A veces, bastante seguido ya, creo que no somos conscientes del infierno en el que viven los hermanos que no tienen trabajo. Todos estuvimos alguna vez ahí. Y tampoco creo no dimensionamos lo que para el otro significa tener un trabajo. Más allá de que como el señor de blanco le demos todo lo que necesiten a veces una vida sin trabajo es un verdadero infierno.

4 comentarios para Aprender a valorar lo que se tiene

  1. Muy interesante tu artículo Javier. Para reflexionar.

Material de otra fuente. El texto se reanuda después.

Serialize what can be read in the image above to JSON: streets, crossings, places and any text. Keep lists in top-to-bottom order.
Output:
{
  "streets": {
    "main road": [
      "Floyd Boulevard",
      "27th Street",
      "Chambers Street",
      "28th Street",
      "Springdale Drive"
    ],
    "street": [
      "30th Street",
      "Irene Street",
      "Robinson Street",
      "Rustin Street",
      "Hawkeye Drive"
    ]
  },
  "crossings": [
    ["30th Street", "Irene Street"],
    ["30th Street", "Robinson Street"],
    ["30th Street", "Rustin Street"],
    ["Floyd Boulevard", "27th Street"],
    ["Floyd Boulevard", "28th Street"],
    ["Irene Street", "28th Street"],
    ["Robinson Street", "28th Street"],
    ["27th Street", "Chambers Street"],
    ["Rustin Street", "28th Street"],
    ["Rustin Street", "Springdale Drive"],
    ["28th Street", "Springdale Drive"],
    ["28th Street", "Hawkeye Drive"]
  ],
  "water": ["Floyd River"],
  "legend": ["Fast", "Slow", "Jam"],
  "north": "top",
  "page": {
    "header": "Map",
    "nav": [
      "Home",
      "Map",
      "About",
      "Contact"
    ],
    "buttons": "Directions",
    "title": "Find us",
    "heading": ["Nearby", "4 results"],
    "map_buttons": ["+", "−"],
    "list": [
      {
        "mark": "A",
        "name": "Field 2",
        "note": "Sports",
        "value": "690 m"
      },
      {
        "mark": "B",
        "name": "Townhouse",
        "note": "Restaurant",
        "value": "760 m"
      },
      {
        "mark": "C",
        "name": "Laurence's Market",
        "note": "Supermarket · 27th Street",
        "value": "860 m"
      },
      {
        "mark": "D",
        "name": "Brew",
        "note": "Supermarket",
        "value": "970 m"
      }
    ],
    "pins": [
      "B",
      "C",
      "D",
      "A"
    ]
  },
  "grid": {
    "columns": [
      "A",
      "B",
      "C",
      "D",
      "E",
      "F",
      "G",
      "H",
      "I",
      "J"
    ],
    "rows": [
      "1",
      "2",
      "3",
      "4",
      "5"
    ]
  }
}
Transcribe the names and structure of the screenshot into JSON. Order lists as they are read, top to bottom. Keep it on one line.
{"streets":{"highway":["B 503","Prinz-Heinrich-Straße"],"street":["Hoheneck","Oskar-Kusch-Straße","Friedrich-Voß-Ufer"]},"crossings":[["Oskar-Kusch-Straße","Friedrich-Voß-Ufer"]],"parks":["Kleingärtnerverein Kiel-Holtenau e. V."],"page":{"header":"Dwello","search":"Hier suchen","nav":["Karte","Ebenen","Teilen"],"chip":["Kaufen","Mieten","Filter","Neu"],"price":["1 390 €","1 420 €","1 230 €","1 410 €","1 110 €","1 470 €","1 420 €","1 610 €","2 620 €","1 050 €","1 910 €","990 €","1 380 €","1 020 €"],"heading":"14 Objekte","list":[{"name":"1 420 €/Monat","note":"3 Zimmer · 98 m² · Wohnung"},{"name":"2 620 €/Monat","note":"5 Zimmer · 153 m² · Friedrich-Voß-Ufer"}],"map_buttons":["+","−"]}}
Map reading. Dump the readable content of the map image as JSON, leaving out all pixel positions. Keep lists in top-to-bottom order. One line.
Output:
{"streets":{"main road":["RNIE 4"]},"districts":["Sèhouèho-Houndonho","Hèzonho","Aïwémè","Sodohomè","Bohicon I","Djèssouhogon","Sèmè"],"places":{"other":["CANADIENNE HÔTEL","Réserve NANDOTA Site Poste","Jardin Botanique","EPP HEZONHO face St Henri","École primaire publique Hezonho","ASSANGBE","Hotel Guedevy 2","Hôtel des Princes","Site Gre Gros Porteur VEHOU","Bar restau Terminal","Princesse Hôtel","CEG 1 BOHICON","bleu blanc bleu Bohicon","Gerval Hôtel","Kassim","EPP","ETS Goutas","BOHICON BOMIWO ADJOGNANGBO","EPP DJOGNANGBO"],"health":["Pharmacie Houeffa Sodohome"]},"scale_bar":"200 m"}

    Muchas gracias y fuerte abrazo.

  2. nicolas dice:

    Gracias Javier por darle estas aristas al blog. Saludos.

  3. patán dice:

    Tiene razón señor cuento. Cómo impacta estar en la situación de haber encontrado la desigualdad del ser al no tener ese sentimiento de que nuestras manos y cabeza no están siendo usadas, que si inteligencia no está siendo aprovechada. Como seres biológicos que somos, el hecho de continuar la habilidad de hacer y sobrevivir no solo debería pasar por simple deseos y necesidades capitalistas, es la realidad que ya en estos tiempos solo existe ser un sujeto empleado si ello representa un movimiento de números que, al final de mes y con suerte por siempre, dará ese movimiento de sonrisas que expresa el preciado beneficio. Tener trabajo; es como tener una identidad. Pero, tiempos pedorros en los que vivimos ya no desean que busquemos nuestra identidad, más bien, que ella resulte beneficiosa para muy poco. Bueno sí, un poco de exageramiento, siempre habrá trabajo que pueda florecer sin tanto embroyo, mas para algunos estaría bueno que ese florecer no se dé tan turbio y lento. Saludos señor cuento.